Capture news from RTHK news website with BeautifulSoup

In [None]:
from bs4 import BeautifulSoup
import requests
import csv
import re
from calendar import monthrange
import warnings

warnings.filterwarnings('ignore')
warnings.simplefilter('ignore')
year=2020

def number_of_days_in_month(year=2020, month=2):
    return monthrange(year, month)[1]



def capture(year=2021):
    domain = "https://news.rthk.hk"
    csv_file = open(f'RTHK_news_{year}.csv', 'w', encoding="utf-8")
    csv_writer = csv.writer(csv_file)
    csv_writer.writerow(['Title','Corpus'])
    for i in range(1,13):
        num_of_days = number_of_days_in_month(year, i)
        print(f"Capturing month {str(i)}")
        if len(str(i))<2:        
            month = "0"+str(i)

        for j in range(1,num_of_days):
            day = str(j)
            if len(day)<2:
                day = "0"+day

            link = f'https://news.rthk.hk/rthk/en/news-archive.htm?archive_year={year}&archive_month={month}&archive_day={day}&archive_cat=8'        
            source = requests.get(link).text
            soup = BeautifulSoup(source, 'lxml')
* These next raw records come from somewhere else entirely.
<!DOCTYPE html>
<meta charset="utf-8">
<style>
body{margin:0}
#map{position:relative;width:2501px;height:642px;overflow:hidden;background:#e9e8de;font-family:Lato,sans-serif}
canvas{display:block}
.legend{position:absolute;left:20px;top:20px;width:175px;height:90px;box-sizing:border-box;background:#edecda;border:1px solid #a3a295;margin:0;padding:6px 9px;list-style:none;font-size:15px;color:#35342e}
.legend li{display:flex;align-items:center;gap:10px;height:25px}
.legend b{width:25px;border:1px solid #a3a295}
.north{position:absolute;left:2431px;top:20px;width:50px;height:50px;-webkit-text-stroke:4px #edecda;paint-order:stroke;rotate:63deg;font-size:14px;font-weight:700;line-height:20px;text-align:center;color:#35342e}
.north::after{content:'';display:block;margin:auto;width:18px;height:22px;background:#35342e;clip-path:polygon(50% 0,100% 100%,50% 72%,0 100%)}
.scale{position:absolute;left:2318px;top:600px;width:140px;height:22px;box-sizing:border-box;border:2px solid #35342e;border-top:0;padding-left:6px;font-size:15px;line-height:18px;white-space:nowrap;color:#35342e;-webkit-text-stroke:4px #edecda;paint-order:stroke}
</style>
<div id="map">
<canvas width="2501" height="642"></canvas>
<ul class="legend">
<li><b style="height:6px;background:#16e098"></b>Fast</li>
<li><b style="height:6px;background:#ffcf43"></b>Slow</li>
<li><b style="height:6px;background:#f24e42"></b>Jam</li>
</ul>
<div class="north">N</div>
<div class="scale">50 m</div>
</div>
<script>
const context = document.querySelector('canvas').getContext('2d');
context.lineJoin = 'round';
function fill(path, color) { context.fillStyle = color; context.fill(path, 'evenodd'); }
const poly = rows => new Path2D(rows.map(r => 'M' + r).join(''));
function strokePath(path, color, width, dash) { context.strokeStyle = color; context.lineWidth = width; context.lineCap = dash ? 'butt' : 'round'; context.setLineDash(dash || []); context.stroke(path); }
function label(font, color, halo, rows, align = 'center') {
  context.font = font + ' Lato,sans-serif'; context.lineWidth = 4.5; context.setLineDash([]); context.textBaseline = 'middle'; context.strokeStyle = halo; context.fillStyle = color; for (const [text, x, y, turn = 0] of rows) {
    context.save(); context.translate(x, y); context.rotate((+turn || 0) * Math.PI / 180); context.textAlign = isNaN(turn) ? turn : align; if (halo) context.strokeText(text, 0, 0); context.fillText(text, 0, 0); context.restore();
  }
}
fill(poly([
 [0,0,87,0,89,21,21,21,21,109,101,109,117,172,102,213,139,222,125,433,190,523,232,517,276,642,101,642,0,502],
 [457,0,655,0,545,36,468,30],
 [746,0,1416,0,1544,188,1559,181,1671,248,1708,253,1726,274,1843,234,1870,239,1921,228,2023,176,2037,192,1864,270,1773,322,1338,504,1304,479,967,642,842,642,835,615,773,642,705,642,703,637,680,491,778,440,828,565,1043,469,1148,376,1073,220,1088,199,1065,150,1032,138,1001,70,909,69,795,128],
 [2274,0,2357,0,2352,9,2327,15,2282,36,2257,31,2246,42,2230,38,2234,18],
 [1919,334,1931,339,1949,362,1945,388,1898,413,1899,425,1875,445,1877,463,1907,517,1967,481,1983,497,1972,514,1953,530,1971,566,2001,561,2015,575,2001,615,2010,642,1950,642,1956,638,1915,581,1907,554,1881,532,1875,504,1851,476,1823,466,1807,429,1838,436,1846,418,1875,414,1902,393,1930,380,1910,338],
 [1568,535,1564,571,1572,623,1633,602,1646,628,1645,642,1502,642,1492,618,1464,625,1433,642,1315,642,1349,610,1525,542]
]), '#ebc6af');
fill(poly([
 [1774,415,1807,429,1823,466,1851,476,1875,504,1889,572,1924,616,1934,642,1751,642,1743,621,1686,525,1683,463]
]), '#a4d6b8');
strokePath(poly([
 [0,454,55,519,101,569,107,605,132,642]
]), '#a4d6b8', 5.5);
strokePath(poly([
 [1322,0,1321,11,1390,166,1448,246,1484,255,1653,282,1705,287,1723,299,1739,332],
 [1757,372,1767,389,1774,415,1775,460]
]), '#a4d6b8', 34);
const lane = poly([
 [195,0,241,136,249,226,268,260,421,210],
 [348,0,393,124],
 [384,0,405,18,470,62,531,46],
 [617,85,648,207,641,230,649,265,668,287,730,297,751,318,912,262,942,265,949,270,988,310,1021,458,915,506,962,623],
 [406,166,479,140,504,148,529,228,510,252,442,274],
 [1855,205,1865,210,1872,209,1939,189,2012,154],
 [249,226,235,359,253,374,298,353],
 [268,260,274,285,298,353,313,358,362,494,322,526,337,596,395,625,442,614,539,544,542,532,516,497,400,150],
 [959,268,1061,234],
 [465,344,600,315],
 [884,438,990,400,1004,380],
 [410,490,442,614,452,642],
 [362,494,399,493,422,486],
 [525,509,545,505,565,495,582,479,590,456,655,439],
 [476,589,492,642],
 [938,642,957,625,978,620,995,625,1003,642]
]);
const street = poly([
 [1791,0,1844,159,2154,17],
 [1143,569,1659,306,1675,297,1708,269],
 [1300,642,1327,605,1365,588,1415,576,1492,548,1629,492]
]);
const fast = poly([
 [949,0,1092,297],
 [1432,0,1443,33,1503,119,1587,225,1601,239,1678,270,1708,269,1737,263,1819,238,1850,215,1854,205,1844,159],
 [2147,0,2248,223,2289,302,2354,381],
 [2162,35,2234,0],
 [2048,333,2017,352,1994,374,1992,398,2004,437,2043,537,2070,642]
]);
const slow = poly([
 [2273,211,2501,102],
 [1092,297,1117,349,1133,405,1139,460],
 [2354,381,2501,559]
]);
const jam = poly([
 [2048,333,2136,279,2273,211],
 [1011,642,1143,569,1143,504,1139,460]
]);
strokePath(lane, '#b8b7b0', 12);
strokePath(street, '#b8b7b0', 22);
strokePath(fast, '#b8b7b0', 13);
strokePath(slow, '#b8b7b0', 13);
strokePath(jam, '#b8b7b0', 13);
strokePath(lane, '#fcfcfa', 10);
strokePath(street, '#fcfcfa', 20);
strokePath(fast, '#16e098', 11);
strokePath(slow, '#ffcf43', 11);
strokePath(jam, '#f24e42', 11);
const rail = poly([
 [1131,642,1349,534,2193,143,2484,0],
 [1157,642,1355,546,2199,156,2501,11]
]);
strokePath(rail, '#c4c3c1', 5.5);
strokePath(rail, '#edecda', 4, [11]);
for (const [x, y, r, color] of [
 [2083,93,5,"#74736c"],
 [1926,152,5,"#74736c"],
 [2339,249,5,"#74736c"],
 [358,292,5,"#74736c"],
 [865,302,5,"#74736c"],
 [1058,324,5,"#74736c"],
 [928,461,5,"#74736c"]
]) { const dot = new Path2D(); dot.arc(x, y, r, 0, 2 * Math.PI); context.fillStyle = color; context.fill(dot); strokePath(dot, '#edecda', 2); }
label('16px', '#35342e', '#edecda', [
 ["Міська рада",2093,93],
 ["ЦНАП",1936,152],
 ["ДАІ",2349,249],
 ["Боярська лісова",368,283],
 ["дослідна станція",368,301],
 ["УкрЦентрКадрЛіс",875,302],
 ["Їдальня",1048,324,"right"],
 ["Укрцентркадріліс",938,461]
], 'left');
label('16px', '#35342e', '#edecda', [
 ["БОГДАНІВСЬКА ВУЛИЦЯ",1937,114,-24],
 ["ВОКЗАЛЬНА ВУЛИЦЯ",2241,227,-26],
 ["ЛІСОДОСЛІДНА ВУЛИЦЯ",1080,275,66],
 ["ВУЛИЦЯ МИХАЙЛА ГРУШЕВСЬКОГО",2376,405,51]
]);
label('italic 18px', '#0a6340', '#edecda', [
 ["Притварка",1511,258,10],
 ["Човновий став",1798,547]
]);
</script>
            for span in soup.find_all('span',class_='title'):
                corpus_link = domain+span.a.attrs['href']

                # get corpus
                source = requests.get(corpus_link).text
                soup = BeautifulSoup(source, 'lxml')

                div = soup.find('div')
                div_cls = div.find('div',class_='itemFullText')
                div_totext = str(div_cls.prettify())


                remove_tag = re.compile('<.*?>')
                unformat_text = re.sub(remove_tag,'',div_totext)
                plain_text = re.sub('\s+', ' ', unformat_text)                       
                csv_writer.writerow([str(span.a.contents[0]),str(plain_text)])

    csv_file.close()
#capture(year)

<br>
<br>
<br>
Load RTHK news of 2020

In [None]:
import pandas as pd

def readcsv(file):
    RTHK_news = pd.read_csv(file, encoding = "utf-8")
    return RTHK_news

RTHK_news = readcsv("RTHK_news_2020_old.csv")
print(len(RTHK_news))
RTHK_news.head()

<br>
<br>
<br>
Remove unnecessary text and feature with regular expression

In [None]:
import re

# process with regular expression
a = RTHK_news.Corpus

# remove synatx like ______________________________ Last updated: 2021-01-02 HKT 17:10 
a = a.map(lambda x: re.sub('[_]+\s[A-Za-z]+\s[a-z]+:\s[-0-9]+\s[A-Z]+\s[:0-9]+',"", x))

# remove all punctuation
a = a.map(lambda x: re.sub('[”“–,\.!?\"\(\)\-\[\]\{\};:|<>@$%^&*_~\`]',"", x))

# remove all digit
a = a.map(lambda x: re.sub('[0-9]+',"", x))

# remove all double space
a = a.map(lambda x: re.sub('\s+', ' ', x))

# all lower case
a = a.map(lambda x: x.lower())

# replace ’ with '
a = a.map(lambda x: re.sub('’',"'", x))

# replace 'news reporter'  with  news reporter
a = a.map(lambda x: re.sub('\'(([a-z]+\s)*[a-z]+)\'',r'\1',x))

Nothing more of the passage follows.